Así, pues, aquella pregunta logró que muchos supieran que existe un tal Barragán, y para ellos ya llegará su respuesta, porque bienaventurados los pacientes, de ellos será el reino de los cielos, que los otros reinos ya los perdimos. Pero, para los que ya creíamos saber quién es Barragán, lo que nos dejó fue un poso de inquietud, ¿de verdad quién es este tipo? ¿Por qué se lanza?, luego, ¿no era un artista? ¿Por qué con este partido? ¿No dizque era liberal? ¿Quién le financia la campaña?, con lo que caemos en la pesadilla de todos los científicos, que cada vez que tapamos un agujero del saber humano, se nos abren mil ventanas. 
Pero no nos desesperemos, que algo se podrá hacer, al fin y al cabo Sócrates no se tomó la cicuta en vano. Frente a esta pregunta, lanzada al aire, en un principio sólo escuchamos el lejano eco de nuestra propia voz, los muros nos devolvieron las palabras con un efecto acústico extraño, entonces fue cuando empezó mi búsqueda de Barragán, cómo hace algún tiempo estuve tras los pasos de Nelson Cruz, con la ventaja o desventaja de que Jaime está vivo y entre nosotros, eso hace que todavía no cuaje su mitología y viva sólo en las diferentes versiones.

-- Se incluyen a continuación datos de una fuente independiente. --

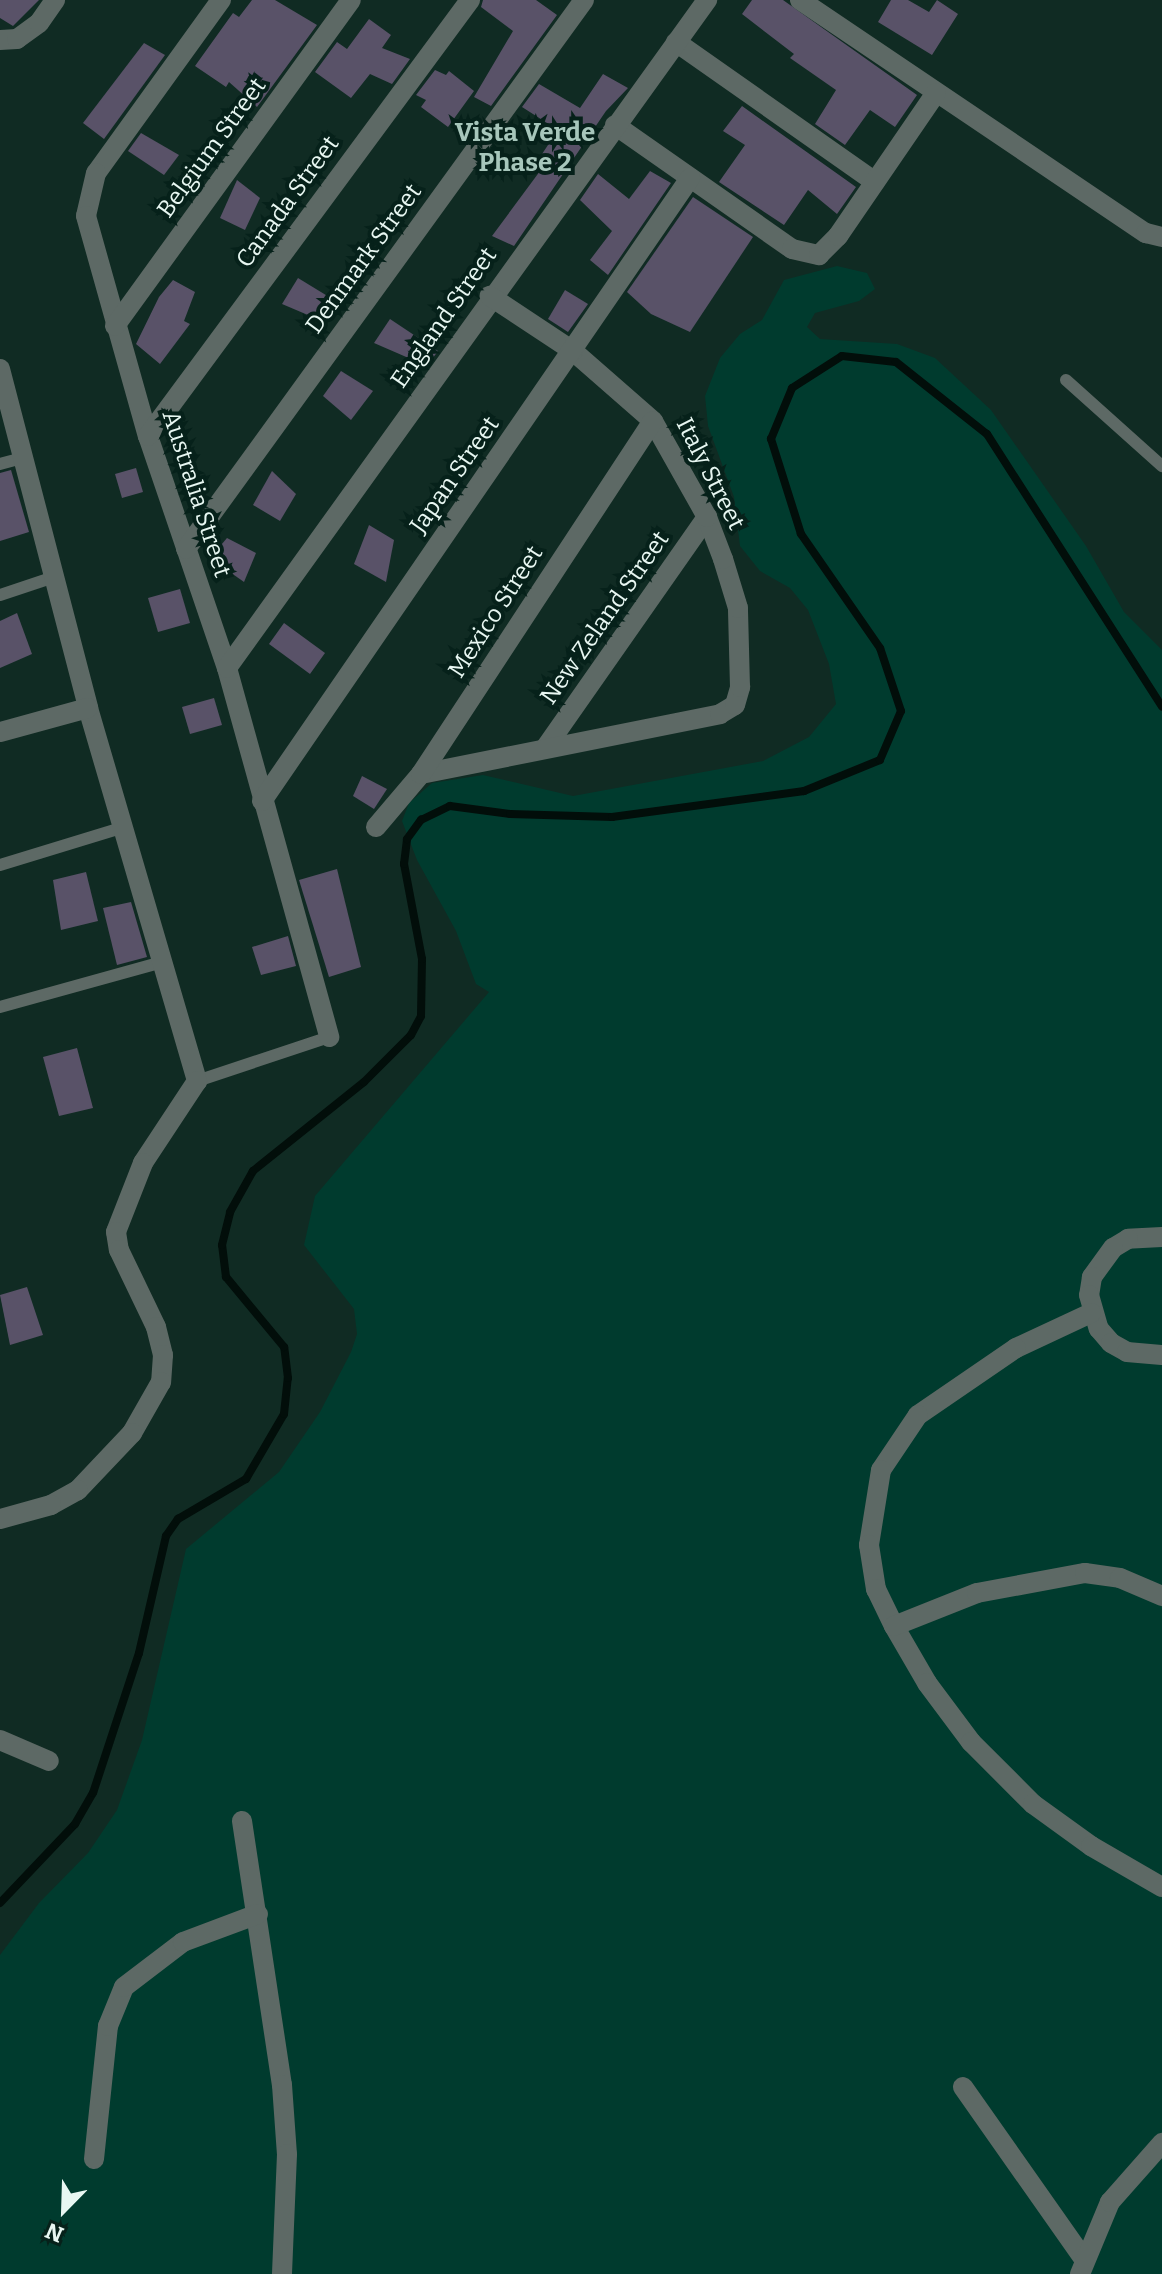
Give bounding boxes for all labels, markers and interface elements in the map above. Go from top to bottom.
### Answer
street label: Belgium Street [152,72,272,224]
district label: Vista Verde Phase 2 [455,117,595,178]
street label: Canada Street [230,130,346,274]
street label: Denmark Street [300,179,428,339]
street label: England Street [385,242,503,394]
street label: Australia Street [155,407,237,581]
street label: Japan Street [404,411,506,539]
street label: Italy Street [670,413,750,535]
street label: New Zeland Street [535,526,675,710]
street label: Mexico Street [443,541,549,683]
north arrow [24,2170,104,2250]
text: N [41,2217,68,2248]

Me pasó lo de Shakira, que busqué en el armario, en el abecedario, debajo del carro no, porque no tengo, pero sí en el negro, en el blanco, en los libros de historia, en las revistas Surgentes y hasta en la radio. Sucedió que recordé cómo fue que en un principio Jaime me cayó mal, aún sin conocerlo, pues se me hacía odioso alguien de quien todo el mundo hablaba tantas bellezas, como que de esa gente no existe, no debería ser tan brillante el maldito. Imaginé un personaje arrogante, rodeado de su pequeña corte de aduladores, el artista en su urna de cristal paseándose entre terciopelos por las calles de Usme.
Lo curioso es que no recuerdo la escena exacta de cuando le conocí, debió ser en el año 2005, tal vez en la época de Arte en espacio público, lo que sí recuerdo es que tan pronto escucharlo también me embobé con el susodicho artista local, me gustó su forma de transmitir sus saberes, sus proyectos alternativos, su calidez humana, pero sobre todo el hecho de encontrarme con un hombre sereno en el debate, sin la intransigencia de los líderes afiebrados de estas tierras y claro en las ideas, en las que se mezclaban eclécticamente los saberes populares con los acumulados de la academia, sin que lo uno pesase más que lo otro.

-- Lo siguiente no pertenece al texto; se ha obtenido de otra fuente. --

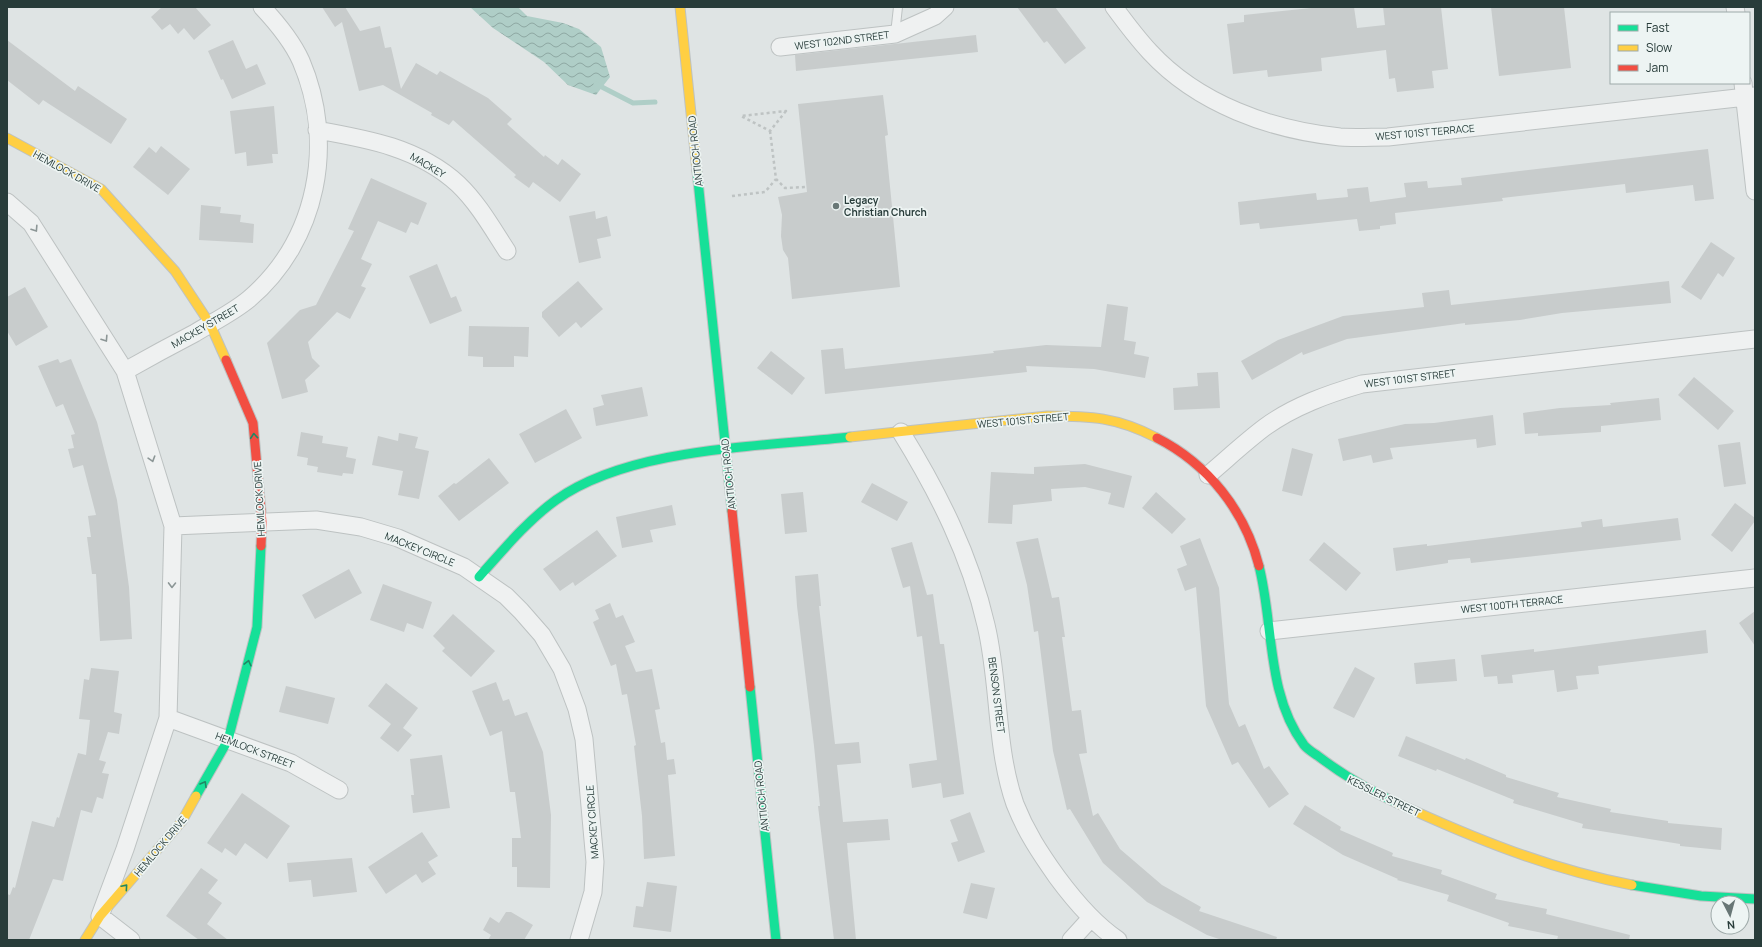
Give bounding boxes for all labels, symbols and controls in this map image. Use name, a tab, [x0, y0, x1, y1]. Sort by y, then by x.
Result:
legend	[1610, 12, 1750, 84]
text: Fast	[1646, 19, 1670, 36]
street label: WEST 102ND STREET	[794, 27, 890, 53]
text: Slow	[1646, 39, 1672, 56]
text: Jam	[1646, 59, 1668, 76]
street label: ANTIOCH ROAD	[684, 115, 706, 187]
street label: WEST 101ST TERRACE	[1375, 121, 1476, 143]
street label: HEMLOCK DRIVE	[31, 147, 103, 195]
street label: MACKEY	[408, 149, 449, 181]
place label: Legacy Christian Church	[844, 193, 927, 219]
marker: Legacy Christian Church	[831, 201, 841, 211]
one-way arrow	[30, 225, 37, 232]
street label: MACKEY STREET	[168, 301, 242, 351]
one-way arrow	[100, 334, 107, 341]
street label: WEST 101ST STREET	[1363, 365, 1457, 391]
street label: WEST 101ST STREET	[976, 409, 1070, 431]
one-way arrow	[250, 433, 259, 439]
street label: ANTIOCH ROAD	[717, 438, 739, 510]
one-way arrow	[147, 455, 156, 462]
street label: HEMLOCK DRIVE	[250, 461, 268, 537]
street label: MACKEY CIRCLE	[383, 529, 457, 569]
one-way arrow	[168, 582, 176, 588]
street label: WEST 100TH TERRACE	[1460, 592, 1564, 616]
street label: BENSON STREET	[985, 656, 1009, 734]
one-way arrow	[243, 659, 251, 666]
street label: HEMLOCK STREET	[213, 728, 297, 772]
street label: ANTIOCH ROAD	[750, 760, 772, 832]
street label: KESSLER STREET	[1346, 772, 1422, 820]
one-way arrow	[199, 781, 206, 788]
street label: MACKEY CIRCLE	[582, 784, 602, 859]
street label: HEMLOCK DRIVE	[131, 813, 190, 879]
one-way arrow	[121, 884, 128, 892]
north arrow	[1710, 895, 1750, 935]
text: N	[1726, 918, 1736, 933]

Después vinieron dos proyectos colectivos, la revista Surgente y la tertulia sabatina. En esos días soleados nos fuimos conociendo, hablando de lo divino y lo humano, proyectando futuros posibles, y entonces se fue para México. Todavía me acuerdo de su despedida, hubo tanta gente, abrazos, lágrimas y parabienes, que ese día me convencí, parafraseando mal a Calamaro, que Barragán no era una persona, era un hombre atado a la gente. Desde la gran Tenochtitlán nos fue enviando sus crónicas, las andanzas del neoñero que tanto revuelo causaron entre nuestros lectores. Su mirada se hacía cada vez más crítica, se fue llenando de ríos más profundos y palabras antiquísimas, y a su regreso puedo recordar la emoción sincera del re-encuentro; después se nos fueron acumulando los días, las conversaciones, los proyectos, las palabras hasta llegar a la cuestión del debate electoral.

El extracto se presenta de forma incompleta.